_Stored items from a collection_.
····················
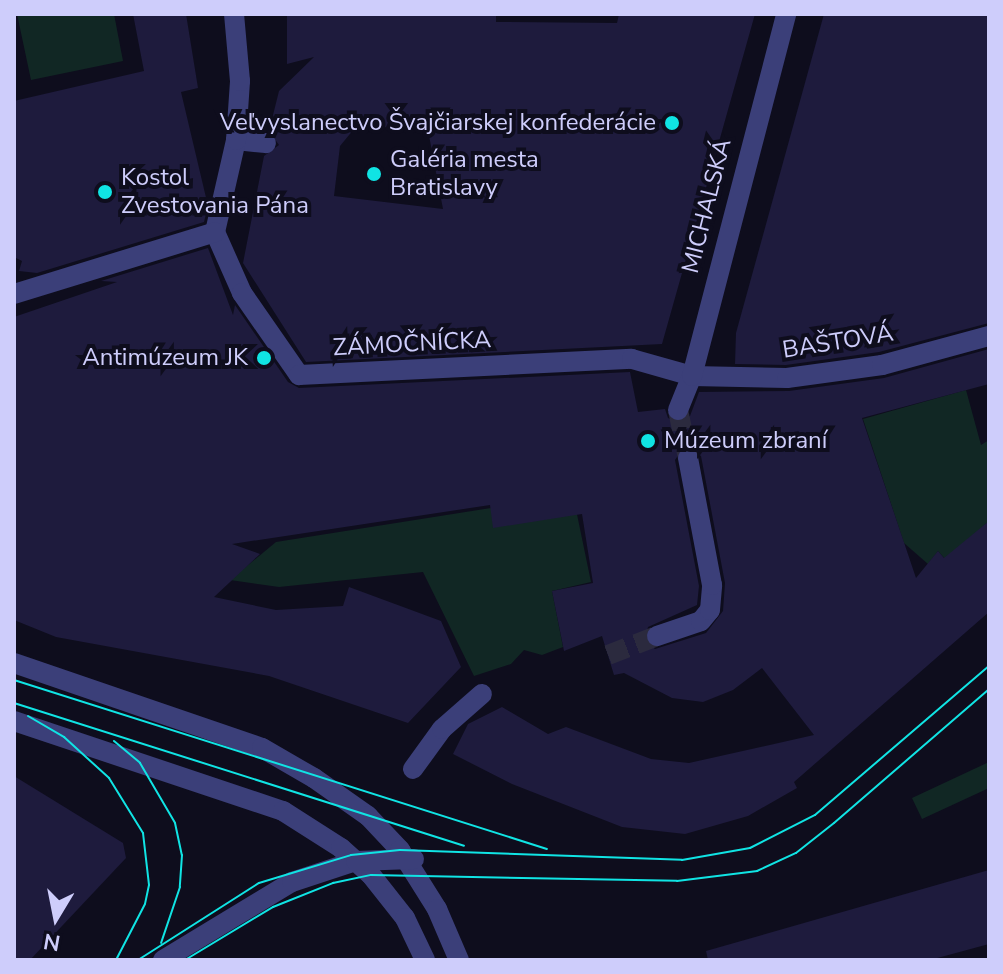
<!DOCTYPE html>
<html>
<head>
<meta charset="utf-8">
<style>
  body { margin:0 }
  #map { position:relative; width:1003px; height:974px; overflow:hidden; background:#0e0d1d; font-family:"Nunito Sans",sans-serif }
  div>[style] { position:absolute }
  .green>* { inset:0; background:#112724 }
  .building>* { inset:0; background:#1e1b3d }
  .street-tunnel>* { height:20px; margin-top:-10px; transform-origin:0; background:repeating-linear-gradient(90deg,#2b2a3e 0 20px,transparent 0 30px) }
  .street>* { height:20px; margin:-10px; padding:0 10px; transform-origin:10px; border-radius:10px; background:#3b3f79 }
  .tram>* { height:2px; margin:-1px; padding:0 1px; transform-origin:1px; border-radius:1px; background:#10e4e4 }
  .dots>* { width:22px; height:22px; translate:-50% -50%; box-sizing:border-box; border:4px solid #0e0d1d; border-radius:50% }
  span { translate:-50% -50%; white-space:nowrap; text-align:center; line-height:1.15; -webkit-text-stroke:8px #0e0d1d; paint-order:stroke }
  .poi-label { font-size:24px; color:#cecdfb }
  .right { translate:-100% -50%; text-align:right }
  .left { translate:0 -50%; text-align:left }
  .street-label { font-size:24px; color:#cecdfb }
  .frame { position:absolute; inset:0; border:16px solid #cecdfb; pointer-events:none }
  .north { position:absolute; left:16px; top:878px; width:80px; height:80px; -webkit-text-stroke:6px #0e0d1d; paint-order:stroke; rotate:190deg; font-size:22px; font-weight:700; line-height:32px; text-align:center; color:#cecdfb }
  .north::after { content:''; display:block; margin:auto; width:28px; height:36px; background:#cecdfb; clip-path:polygon(50% 0,100% 100%,50% 72%,0 100%) }
</style>
</head>
<body>
<div id="map">
  <div class="green">
    <div style="clip-path:polygon(17px 14px,114px 14px,123px 61px,31px 80px)"></div>
    <div style="clip-path:polygon(966px 390px,981px 445px,989px 440px,989px 521px,946px 560px,938px 551px,928px 564px,904px 543px,863px 419px)"></div>
    <div style="clip-path:polygon(573px 495px,591px 582px,552px 591px,563px 647px,542px 655px,524px 650px,511px 664px,474px 676px,423px 572px,279px 587px,230px 580px,276px 542px)"></div>
    <div style="clip-path:polygon(989px 762px,989px 788px,922px 819px,912px 798px)"></div>
  </div>
  <div class="building">
    <div style="clip-path:polygon(133px 14px,186px 14px,198px 88px,181px 92px,208px 206px,204px 222px,37px 273px,19px 271px,22px 261px,14px 257px,14px 101px,144px 71px)"></div>
    <div style="clip-path:polygon(evenodd,287px 14px,496px 14px,496px 22px,617px 23px,619px 14px,755px 14px,662px 344px,306px 362px,243px 263px,264px 156px,279px 145px,269px 131px,279px 91px,314px 57px,287px 64px,287px 14px,427px 125px,443px 209px,334px 196px,340px 146px,354px 129px,427px 125px)"></div>
    <div style="clip-path:polygon(824px 14px,989px 14px,989px 323px,879px 352px,786px 365px,735px 364px,736px 333px)"></div>
    <div style="clip-path:polygon(evenodd,208px 248px,233px 315px,235px 305px,288px 382px,299px 388px,630px 372px,638px 412px,665px 409px,668px 418px,679px 423px,690px 416px,699px 392px,789px 391px,884px 378px,989px 349px,989px 384px,862px 418px,916px 578px,938px 551px,944px 558px,989px 521px,989px 612px,794px 782px,797px 788px,748px 816px,685px 834px,622px 827px,512px 784px,453px 754px,468px 724px,502px 707px,548px 734px,566px 727px,651px 759px,689px 763px,814px 735px,762px 668px,733px 690px,703px 702px,672px 698px,624px 673px,614px 675px,602px 636px,564px 651px,552px 591px,593px 583px,582px 514px,493px 528px,490px 505px,232px 544px,260px 554px,214px 597px,276px 610px,343px 606px,349px 587px,441px 621px,461px 667px,408px 723px,269px 676px,56px 637px,14px 620px,14px 317px,117px 282px,101px 281px,208px 248px,685px 445px,701px 456px,725px 583px,723px 611px,706px 633px,655px 649px,645px 641px,648px 627px,697px 605px,699px 586px,675px 460px,685px 445px)"></div>
    <div style="clip-path:polygon(14px 776px,123px 843px,126px 858px,30px 960px,14px 960px)"></div>
    <div style="clip-path:polygon(989px 870px,989px 944px,930px 960px,708px 960px,706px 951px)"></div>
  </div>
  <div class="street-tunnel">
    <div style="left:678px;top:410px;width:49px;rotate:78.2deg"></div>
    <div style="left:608px;top:655px;width:53px;rotate:-21.2deg"></div>
  </div>
  <div class="street">
    <div style="left:236px;top:140px;width:30px;rotate:6deg"></div>
    <div style="left:215px;top:232px;width:67px;rotate:66.1deg"></div>
    <div style="left:242px;top:293px;width:100px;rotate:55.2deg"></div>
    <div style="left:299px;top:375px;width:333px;rotate:-2.8deg"></div>
    <div style="left:632px;top:359px;width:62px;rotate:15.8deg"></div>
    <div style="left:692px;top:376px;width:95px;rotate:1.2deg"></div>
    <div style="left:787px;top:378px;width:96px;rotate:-7.8deg"></div>
    <div style="left:882px;top:365px;width:111px;rotate:-15.2deg"></div>
    <div style="left:215px;top:232px;width:94px;rotate:-77.1deg"></div>
    <div style="left:236px;top:140px;width:59px;rotate:-86.1deg"></div>
    <div style="left:240px;top:81px;width:67px;rotate:-95.1deg"></div>
    <div style="left:14px;top:294px;width:210px;rotate:-17.1deg"></div>
    <div style="left:678px;top:410px;width:37px;rotate:-68deg"></div>
    <div style="left:692px;top:376px;width:374px;rotate:-75.4deg"></div>
    <div style="left:657px;top:636px;width:46px;rotate:-18.8deg"></div>
    <div style="left:701px;top:621px;width:14px;rotate:-51deg"></div>
    <div style="left:710px;top:610px;width:25px;rotate:-85deg"></div>
    <div style="left:712px;top:585px;width:129px;rotate:-100.7deg"></div>
    <div style="left:14px;top:663px;width:262px;rotate:18.9deg"></div>
    <div style="left:262px;top:748px;width:60px;rotate:30deg"></div>
    <div style="left:314px;top:778px;width:66px;rotate:35.1deg"></div>
    <div style="left:368px;top:816px;width:47px;rotate:46.7deg"></div>
    <div style="left:400px;top:850px;width:70px;rotate:57.9deg"></div>
    <div style="left:437px;top:909px;width:56px;rotate:66.7deg"></div>
    <div style="left:14px;top:721px;width:284px;rotate:18.5deg"></div>
    <div style="left:283px;top:811px;width:69px;rotate:32.5deg"></div>
    <div style="left:341px;top:848px;width:40px;rotate:42deg"></div>
    <div style="left:371px;top:875px;width:55px;rotate:51.7deg"></div>
    <div style="left:405px;top:918px;width:47px;rotate:64.5deg"></div>
    <div style="left:413px;top:769px;width:49px;rotate:-54.1deg"></div>
    <div style="left:442px;top:729px;width:53px;rotate:-41.2deg"></div>
    <div style="left:163px;top:960px;width:151px;rotate:-31.2deg"></div>
    <div style="left:292px;top:882px;width:67px;rotate:-18.2deg"></div>
    <div style="left:356px;top:861px;width:58px;rotate:-2deg"></div>
  </div>
  <div class="tram">
    <div style="left:14px;top:680px;width:559px;rotate:17.59deg"></div>
    <div style="left:14px;top:703px;width:472px;rotate:17.6deg"></div>
    <div style="left:28px;top:716px;width:42px;rotate:30.3deg"></div>
    <div style="left:64px;top:737px;width:61px;rotate:42.3deg"></div>
    <div style="left:109px;top:778px;width:65px;rotate:58.3deg"></div>
    <div style="left:143px;top:833px;width:52px;rotate:83.4deg"></div>
    <div style="left:149px;top:885px;width:19px;rotate:102deg"></div>
    <div style="left:145px;top:904px;width:63px;rotate:117.4deg"></div>
    <div style="left:114px;top:741px;width:34px;rotate:40deg"></div>
    <div style="left:140px;top:763px;width:69px;rotate:59.7deg"></div>
    <div style="left:175px;top:823px;width:33px;rotate:78deg"></div>
    <div style="left:182px;top:855px;width:32px;rotate:94deg"></div>
    <div style="left:180px;top:887px;width:59px;rotate:108.7deg"></div>
    <div style="left:138px;top:960px;width:143px;rotate:-32.5deg"></div>
    <div style="left:259px;top:883px;width:96px;rotate:-16.9deg"></div>
    <div style="left:351px;top:855px;width:49px;rotate:-5.8deg"></div>
    <div style="left:400px;top:850px;width:282px;rotate:2deg"></div>
    <div style="left:682px;top:860px;width:69px;rotate:-10deg"></div>
    <div style="left:750px;top:848px;width:73px;rotate:-26.9deg"></div>
    <div style="left:815px;top:815px;width:229px;rotate:-40.6deg"></div>
    <div style="left:185px;top:960px;width:103px;rotate:-31.1deg"></div>
    <div style="left:273px;top:907px;width:65px;rotate:-21.8deg"></div>
    <div style="left:333px;top:883px;width:39px;rotate:-12deg"></div>
    <div style="left:371px;top:875px;width:306px;rotate:1.1deg"></div>
    <div style="left:677px;top:881px;width:81px;rotate:-7.1deg"></div>
    <div style="left:757px;top:871px;width:43px;rotate:-24.8deg"></div>
    <div style="left:796px;top:853px;width:48px;rotate:-38.3deg"></div>
    <div style="left:834px;top:823px;width:205px;rotate:-40.8deg"></div>
  </div>
  <div class="dots">
    <div style="left:672px;top:123px;background:#10e4e4"></div>
    <div style="left:374px;top:174px;background:#10e4e4"></div>
    <div style="left:105px;top:192px;background:#10e4e4"></div>
    <div style="left:264px;top:358px;background:#10e4e4"></div>
    <div style="left:648px;top:441px;background:#10e4e4"></div>
  </div>
  <div class="poi-label">
    <span class="right" style="left:656px;top:123px">Veľvyslanectvo Švajčiarskej konfederácie</span>
    <span class="left" style="left:390px;top:174px">Galéria mesta<br>Bratislavy</span>
    <span class="left" style="left:121px;top:192px">Kostol<br>Zvestovania Pána</span>
    <span class="right" style="left:248px;top:358px">Antimúzeum JK</span>
    <span class="left" style="left:664px;top:441px">Múzeum zbraní</span>
  </div>
  <div class="street-label">
    <span style="left:707px;top:206px;rotate:-76deg">MICHALSKÁ</span>
    <span style="left:838px;top:342px;rotate:-9deg">BAŠTOVÁ</span>
    <span style="left:412px;top:344px;rotate:-3deg">ZÁMOČNÍCKA</span>
  </div>
  <div class="frame"></div>
  <div class="north">N</div>
</div>
</body>
</html>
····················
_What you will do_.
The expected reply is a number only, the tally of lines in the data where the word "webkit" is found.

_Result_.
2